Dataset entries
-------

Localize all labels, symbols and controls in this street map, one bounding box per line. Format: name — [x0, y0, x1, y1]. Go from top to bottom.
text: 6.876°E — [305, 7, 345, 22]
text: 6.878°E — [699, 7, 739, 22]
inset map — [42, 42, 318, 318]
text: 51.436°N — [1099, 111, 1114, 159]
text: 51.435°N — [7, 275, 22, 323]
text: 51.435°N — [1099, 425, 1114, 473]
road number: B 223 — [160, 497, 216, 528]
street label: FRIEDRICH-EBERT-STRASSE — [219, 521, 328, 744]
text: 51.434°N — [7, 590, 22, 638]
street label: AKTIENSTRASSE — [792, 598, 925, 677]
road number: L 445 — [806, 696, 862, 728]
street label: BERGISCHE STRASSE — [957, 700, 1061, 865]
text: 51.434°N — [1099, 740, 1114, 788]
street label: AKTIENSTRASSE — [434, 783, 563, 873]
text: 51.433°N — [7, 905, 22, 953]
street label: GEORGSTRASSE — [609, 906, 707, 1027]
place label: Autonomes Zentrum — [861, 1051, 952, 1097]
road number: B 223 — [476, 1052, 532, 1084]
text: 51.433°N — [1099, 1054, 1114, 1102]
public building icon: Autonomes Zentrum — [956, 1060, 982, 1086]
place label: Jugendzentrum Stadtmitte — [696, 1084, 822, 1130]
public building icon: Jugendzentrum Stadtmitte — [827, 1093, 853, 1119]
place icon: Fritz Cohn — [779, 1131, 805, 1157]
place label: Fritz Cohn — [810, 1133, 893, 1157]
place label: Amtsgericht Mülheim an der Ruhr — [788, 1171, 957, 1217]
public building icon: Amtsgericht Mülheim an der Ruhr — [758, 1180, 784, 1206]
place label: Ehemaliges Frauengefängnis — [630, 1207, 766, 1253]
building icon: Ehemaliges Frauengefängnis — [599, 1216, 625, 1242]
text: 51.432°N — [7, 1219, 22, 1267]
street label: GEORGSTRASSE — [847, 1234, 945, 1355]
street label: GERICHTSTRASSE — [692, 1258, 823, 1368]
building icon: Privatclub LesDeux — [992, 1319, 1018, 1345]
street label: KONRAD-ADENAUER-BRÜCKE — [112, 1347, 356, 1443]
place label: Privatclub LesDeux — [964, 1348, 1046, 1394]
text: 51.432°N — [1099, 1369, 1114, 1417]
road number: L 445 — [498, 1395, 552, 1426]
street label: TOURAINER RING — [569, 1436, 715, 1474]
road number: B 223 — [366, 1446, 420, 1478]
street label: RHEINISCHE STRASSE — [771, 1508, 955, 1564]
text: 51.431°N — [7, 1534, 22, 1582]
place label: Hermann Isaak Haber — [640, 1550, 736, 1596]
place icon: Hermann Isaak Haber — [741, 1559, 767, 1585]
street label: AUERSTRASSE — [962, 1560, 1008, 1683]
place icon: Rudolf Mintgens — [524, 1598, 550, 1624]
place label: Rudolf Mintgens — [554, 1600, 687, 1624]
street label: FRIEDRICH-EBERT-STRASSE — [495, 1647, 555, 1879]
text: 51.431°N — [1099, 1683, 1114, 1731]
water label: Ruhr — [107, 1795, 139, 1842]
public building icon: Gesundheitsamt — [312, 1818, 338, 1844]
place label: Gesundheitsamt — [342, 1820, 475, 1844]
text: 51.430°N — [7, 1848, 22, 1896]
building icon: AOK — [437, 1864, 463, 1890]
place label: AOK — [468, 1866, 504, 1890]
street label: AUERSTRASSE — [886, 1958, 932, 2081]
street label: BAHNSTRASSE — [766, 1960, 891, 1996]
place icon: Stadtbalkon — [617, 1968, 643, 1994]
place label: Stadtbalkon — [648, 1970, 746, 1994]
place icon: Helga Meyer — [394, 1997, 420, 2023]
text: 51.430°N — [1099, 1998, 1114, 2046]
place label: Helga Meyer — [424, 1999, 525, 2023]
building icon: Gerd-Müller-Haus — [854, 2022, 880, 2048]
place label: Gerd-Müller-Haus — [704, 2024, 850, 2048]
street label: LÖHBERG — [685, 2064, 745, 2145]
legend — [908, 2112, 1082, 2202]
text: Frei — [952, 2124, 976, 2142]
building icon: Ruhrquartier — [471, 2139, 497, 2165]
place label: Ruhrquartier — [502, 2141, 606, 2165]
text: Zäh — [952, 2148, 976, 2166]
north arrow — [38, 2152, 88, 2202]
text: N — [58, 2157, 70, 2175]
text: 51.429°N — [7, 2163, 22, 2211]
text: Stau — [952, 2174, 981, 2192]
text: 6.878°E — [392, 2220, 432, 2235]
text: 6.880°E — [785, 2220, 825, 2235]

-------

TASK PROMPT: Restate the data above word for word, please.

REPLY:
Localize all labels, symbols and controls in this street map, one bounding box per line. Format: name — [x0, y0, x1, y1]. Go from top to bottom.
text: 6.876°E — [305, 7, 345, 22]
text: 6.878°E — [699, 7, 739, 22]
inset map — [42, 42, 318, 318]
text: 51.436°N — [1099, 111, 1114, 159]
text: 51.435°N — [7, 275, 22, 323]
text: 51.435°N — [1099, 425, 1114, 473]
road number: B 223 — [160, 497, 216, 528]
street label: FRIEDRICH-EBERT-STRASSE — [219, 521, 328, 744]
text: 51.434°N — [7, 590, 22, 638]
street label: AKTIENSTRASSE — [792, 598, 925, 677]
road number: L 445 — [806, 696, 862, 728]
street label: BERGISCHE STRASSE — [957, 700, 1061, 865]
text: 51.434°N — [1099, 740, 1114, 788]
street label: AKTIENSTRASSE — [434, 783, 563, 873]
text: 51.433°N — [7, 905, 22, 953]
street label: GEORGSTRASSE — [609, 906, 707, 1027]
place label: Autonomes Zentrum — [861, 1051, 952, 1097]
road number: B 223 — [476, 1052, 532, 1084]
text: 51.433°N — [1099, 1054, 1114, 1102]
public building icon: Autonomes Zentrum — [956, 1060, 982, 1086]
place label: Jugendzentrum Stadtmitte — [696, 1084, 822, 1130]
public building icon: Jugendzentrum Stadtmitte — [827, 1093, 853, 1119]
place icon: Fritz Cohn — [779, 1131, 805, 1157]
place label: Fritz Cohn — [810, 1133, 893, 1157]
place label: Amtsgericht Mülheim an der Ruhr — [788, 1171, 957, 1217]
public building icon: Amtsgericht Mülheim an der Ruhr — [758, 1180, 784, 1206]
place label: Ehemaliges Frauengefängnis — [630, 1207, 766, 1253]
building icon: Ehemaliges Frauengefängnis — [599, 1216, 625, 1242]
text: 51.432°N — [7, 1219, 22, 1267]
street label: GEORGSTRASSE — [847, 1234, 945, 1355]
street label: GERICHTSTRASSE — [692, 1258, 823, 1368]
building icon: Privatclub LesDeux — [992, 1319, 1018, 1345]
street label: KONRAD-ADENAUER-BRÜCKE — [112, 1347, 356, 1443]
place label: Privatclub LesDeux — [964, 1348, 1046, 1394]
text: 51.432°N — [1099, 1369, 1114, 1417]
road number: L 445 — [498, 1395, 552, 1426]
street label: TOURAINER RING — [569, 1436, 715, 1474]
road number: B 223 — [366, 1446, 420, 1478]
street label: RHEINISCHE STRASSE — [771, 1508, 955, 1564]
text: 51.431°N — [7, 1534, 22, 1582]
place label: Hermann Isaak Haber — [640, 1550, 736, 1596]
place icon: Hermann Isaak Haber — [741, 1559, 767, 1585]
street label: AUERSTRASSE — [962, 1560, 1008, 1683]
place icon: Rudolf Mintgens — [524, 1598, 550, 1624]
place label: Rudolf Mintgens — [554, 1600, 687, 1624]
street label: FRIEDRICH-EBERT-STRASSE — [495, 1647, 555, 1879]
text: 51.431°N — [1099, 1683, 1114, 1731]
water label: Ruhr — [107, 1795, 139, 1842]
public building icon: Gesundheitsamt — [312, 1818, 338, 1844]
place label: Gesundheitsamt — [342, 1820, 475, 1844]
text: 51.430°N — [7, 1848, 22, 1896]
building icon: AOK — [437, 1864, 463, 1890]
place label: AOK — [468, 1866, 504, 1890]
street label: AUERSTRASSE — [886, 1958, 932, 2081]
street label: BAHNSTRASSE — [766, 1960, 891, 1996]
place icon: Stadtbalkon — [617, 1968, 643, 1994]
place label: Stadtbalkon — [648, 1970, 746, 1994]
place icon: Helga Meyer — [394, 1997, 420, 2023]
text: 51.430°N — [1099, 1998, 1114, 2046]
place label: Helga Meyer — [424, 1999, 525, 2023]
building icon: Gerd-Müller-Haus — [854, 2022, 880, 2048]
place label: Gerd-Müller-Haus — [704, 2024, 850, 2048]
street label: LÖHBERG — [685, 2064, 745, 2145]
legend — [908, 2112, 1082, 2202]
text: Frei — [952, 2124, 976, 2142]
building icon: Ruhrquartier — [471, 2139, 497, 2165]
place label: Ruhrquartier — [502, 2141, 606, 2165]
text: Zäh — [952, 2148, 976, 2166]
north arrow — [38, 2152, 88, 2202]
text: N — [58, 2157, 70, 2175]
text: 51.429°N — [7, 2163, 22, 2211]
text: Stau — [952, 2174, 981, 2192]
text: 6.878°E — [392, 2220, 432, 2235]
text: 6.880°E — [785, 2220, 825, 2235]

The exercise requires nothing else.